━━━━━ DATA TO EXAMINE ━━━━━

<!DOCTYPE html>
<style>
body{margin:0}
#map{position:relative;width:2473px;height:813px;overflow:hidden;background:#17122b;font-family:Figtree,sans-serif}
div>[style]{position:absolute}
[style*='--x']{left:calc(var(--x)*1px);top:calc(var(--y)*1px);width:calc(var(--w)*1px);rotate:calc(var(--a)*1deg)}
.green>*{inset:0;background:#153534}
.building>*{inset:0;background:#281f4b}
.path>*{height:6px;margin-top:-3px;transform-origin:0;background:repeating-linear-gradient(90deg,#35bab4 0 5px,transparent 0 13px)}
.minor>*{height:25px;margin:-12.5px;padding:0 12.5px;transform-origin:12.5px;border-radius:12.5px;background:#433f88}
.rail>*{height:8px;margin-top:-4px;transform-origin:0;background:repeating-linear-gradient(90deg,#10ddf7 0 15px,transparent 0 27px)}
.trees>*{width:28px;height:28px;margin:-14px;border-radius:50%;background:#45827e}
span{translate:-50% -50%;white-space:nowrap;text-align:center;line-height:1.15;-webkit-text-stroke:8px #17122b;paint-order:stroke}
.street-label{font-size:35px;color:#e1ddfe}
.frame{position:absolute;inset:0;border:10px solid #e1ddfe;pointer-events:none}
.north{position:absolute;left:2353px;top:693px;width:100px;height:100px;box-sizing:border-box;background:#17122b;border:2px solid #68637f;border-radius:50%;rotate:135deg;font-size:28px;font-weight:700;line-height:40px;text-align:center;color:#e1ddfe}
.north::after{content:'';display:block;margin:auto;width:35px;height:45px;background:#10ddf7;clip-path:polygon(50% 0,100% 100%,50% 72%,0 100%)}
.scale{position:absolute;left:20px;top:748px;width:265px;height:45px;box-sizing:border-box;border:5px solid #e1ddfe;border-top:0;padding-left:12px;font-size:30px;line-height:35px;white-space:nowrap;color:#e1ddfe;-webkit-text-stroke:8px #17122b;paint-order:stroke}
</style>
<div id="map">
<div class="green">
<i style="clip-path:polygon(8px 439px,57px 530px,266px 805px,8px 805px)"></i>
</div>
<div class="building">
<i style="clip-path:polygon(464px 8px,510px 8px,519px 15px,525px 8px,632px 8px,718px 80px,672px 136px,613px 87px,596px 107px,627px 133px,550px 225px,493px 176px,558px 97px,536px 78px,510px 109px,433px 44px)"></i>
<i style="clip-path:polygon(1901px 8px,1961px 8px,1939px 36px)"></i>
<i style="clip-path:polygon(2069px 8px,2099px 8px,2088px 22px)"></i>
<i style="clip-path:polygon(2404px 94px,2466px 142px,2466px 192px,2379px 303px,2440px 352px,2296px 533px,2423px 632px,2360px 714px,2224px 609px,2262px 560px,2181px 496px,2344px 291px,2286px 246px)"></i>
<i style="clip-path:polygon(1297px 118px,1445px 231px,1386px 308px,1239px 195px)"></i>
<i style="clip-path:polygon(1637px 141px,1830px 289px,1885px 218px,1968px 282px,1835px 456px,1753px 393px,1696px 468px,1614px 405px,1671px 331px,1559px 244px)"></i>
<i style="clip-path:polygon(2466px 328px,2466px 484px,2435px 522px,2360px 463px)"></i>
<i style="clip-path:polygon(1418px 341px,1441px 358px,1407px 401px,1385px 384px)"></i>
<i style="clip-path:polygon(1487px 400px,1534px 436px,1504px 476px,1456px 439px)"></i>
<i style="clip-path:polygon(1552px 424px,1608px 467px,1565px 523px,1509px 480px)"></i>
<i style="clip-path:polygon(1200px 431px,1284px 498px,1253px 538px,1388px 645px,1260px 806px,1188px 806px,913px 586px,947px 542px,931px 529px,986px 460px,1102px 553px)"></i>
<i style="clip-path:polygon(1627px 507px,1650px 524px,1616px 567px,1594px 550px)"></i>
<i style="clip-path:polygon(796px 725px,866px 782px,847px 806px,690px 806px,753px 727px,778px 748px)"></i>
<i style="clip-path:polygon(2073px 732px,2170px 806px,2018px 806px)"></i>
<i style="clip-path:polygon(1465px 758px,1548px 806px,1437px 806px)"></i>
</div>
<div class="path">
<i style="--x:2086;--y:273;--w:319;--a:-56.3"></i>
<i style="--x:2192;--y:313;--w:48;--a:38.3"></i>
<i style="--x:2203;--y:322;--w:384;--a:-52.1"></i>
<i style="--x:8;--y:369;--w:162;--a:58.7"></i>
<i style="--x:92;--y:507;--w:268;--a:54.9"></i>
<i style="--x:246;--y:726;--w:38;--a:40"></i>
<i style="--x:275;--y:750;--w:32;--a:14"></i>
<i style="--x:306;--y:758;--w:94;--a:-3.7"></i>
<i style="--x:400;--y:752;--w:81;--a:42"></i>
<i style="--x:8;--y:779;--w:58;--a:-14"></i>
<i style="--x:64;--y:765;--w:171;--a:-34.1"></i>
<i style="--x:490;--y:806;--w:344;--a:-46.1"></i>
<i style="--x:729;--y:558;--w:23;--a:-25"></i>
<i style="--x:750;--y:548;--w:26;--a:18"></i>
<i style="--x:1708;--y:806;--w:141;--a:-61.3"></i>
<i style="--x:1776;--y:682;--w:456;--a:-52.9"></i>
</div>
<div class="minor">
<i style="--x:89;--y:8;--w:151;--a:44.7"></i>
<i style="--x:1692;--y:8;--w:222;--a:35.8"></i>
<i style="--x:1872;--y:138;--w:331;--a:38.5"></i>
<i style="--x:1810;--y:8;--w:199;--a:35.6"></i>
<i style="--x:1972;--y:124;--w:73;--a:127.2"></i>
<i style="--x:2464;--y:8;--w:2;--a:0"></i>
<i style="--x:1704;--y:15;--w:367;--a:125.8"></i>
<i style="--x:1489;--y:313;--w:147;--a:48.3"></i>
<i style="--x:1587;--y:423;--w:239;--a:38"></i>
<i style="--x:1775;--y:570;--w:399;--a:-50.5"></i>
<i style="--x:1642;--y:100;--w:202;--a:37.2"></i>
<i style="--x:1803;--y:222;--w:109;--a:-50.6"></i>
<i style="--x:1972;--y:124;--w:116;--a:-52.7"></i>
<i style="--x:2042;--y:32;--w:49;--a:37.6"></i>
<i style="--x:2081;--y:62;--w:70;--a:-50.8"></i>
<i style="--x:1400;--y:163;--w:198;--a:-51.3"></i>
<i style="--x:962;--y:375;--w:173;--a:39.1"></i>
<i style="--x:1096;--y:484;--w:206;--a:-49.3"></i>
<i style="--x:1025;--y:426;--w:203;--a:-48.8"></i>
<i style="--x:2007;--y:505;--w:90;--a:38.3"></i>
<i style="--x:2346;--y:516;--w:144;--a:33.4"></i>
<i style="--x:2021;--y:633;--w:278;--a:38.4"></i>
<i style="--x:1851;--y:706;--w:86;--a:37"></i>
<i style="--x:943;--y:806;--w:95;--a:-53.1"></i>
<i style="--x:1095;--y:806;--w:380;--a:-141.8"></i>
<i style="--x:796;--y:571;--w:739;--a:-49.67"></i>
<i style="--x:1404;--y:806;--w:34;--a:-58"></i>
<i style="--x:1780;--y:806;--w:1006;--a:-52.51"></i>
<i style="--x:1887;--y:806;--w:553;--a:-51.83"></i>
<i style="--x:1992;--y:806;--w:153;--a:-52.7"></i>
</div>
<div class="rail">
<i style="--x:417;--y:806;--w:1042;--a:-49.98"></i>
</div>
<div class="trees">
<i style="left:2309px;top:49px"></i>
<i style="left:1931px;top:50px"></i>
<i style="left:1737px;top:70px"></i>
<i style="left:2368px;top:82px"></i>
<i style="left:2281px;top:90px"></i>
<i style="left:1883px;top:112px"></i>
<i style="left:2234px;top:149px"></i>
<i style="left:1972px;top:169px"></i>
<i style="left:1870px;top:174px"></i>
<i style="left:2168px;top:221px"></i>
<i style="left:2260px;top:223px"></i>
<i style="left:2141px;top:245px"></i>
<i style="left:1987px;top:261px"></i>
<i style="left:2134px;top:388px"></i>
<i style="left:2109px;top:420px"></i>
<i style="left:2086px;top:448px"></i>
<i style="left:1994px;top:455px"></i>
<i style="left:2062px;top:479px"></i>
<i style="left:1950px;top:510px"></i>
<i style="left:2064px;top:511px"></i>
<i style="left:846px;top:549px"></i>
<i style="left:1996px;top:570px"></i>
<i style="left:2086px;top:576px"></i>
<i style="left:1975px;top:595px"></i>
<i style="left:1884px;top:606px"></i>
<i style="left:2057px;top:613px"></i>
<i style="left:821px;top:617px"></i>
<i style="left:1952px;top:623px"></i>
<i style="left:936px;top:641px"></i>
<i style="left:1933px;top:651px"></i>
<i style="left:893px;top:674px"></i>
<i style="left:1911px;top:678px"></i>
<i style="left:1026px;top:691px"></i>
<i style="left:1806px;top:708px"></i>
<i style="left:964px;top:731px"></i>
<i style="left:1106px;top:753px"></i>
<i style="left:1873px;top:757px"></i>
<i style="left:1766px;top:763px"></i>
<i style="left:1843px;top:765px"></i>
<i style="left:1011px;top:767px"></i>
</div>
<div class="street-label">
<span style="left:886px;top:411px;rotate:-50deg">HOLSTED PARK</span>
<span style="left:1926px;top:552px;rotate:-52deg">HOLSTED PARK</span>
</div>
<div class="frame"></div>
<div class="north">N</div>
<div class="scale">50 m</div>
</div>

━━━━━

**WHAT TO PRODUCE:** Extract exactly the leading lines of the data, stopping at and including the line with "0,100% 100%,50% 72%,0".

**ANSWER BOX:**
<!DOCTYPE html>
<style>
body{margin:0}
#map{position:relative;width:2473px;height:813px;overflow:hidden;background:#17122b;font-family:Figtree,sans-serif}
div>[style]{position:absolute}
[style*='--x']{left:calc(var(--x)*1px);top:calc(var(--y)*1px);width:calc(var(--w)*1px);rotate:calc(var(--a)*1deg)}
.green>*{inset:0;background:#153534}
.building>*{inset:0;background:#281f4b}
.path>*{height:6px;margin-top:-3px;transform-origin:0;background:repeating-linear-gradient(90deg,#35bab4 0 5px,transparent 0 13px)}
.minor>*{height:25px;margin:-12.5px;padding:0 12.5px;transform-origin:12.5px;border-radius:12.5px;background:#433f88}
.rail>*{height:8px;margin-top:-4px;transform-origin:0;background:repeating-linear-gradient(90deg,#10ddf7 0 15px,transparent 0 27px)}
.trees>*{width:28px;height:28px;margin:-14px;border-radius:50%;background:#45827e}
span{translate:-50% -50%;white-space:nowrap;text-align:center;line-height:1.15;-webkit-text-stroke:8px #17122b;paint-order:stroke}
.street-label{font-size:35px;color:#e1ddfe}
.frame{position:absolute;inset:0;border:10px solid #e1ddfe;pointer-events:none}
.north{position:absolute;left:2353px;top:693px;width:100px;height:100px;box-sizing:border-box;background:#17122b;border:2px solid #68637f;border-radius:50%;rotate:135deg;font-size:28px;font-weight:700;line-height:40px;text-align:center;color:#e1ddfe}
.north::after{content:'';display:block;margin:auto;width:35px;height:45px;background:#10ddf7;clip-path:polygon(50% 0,100% 100%,50% 72%,0 100%)}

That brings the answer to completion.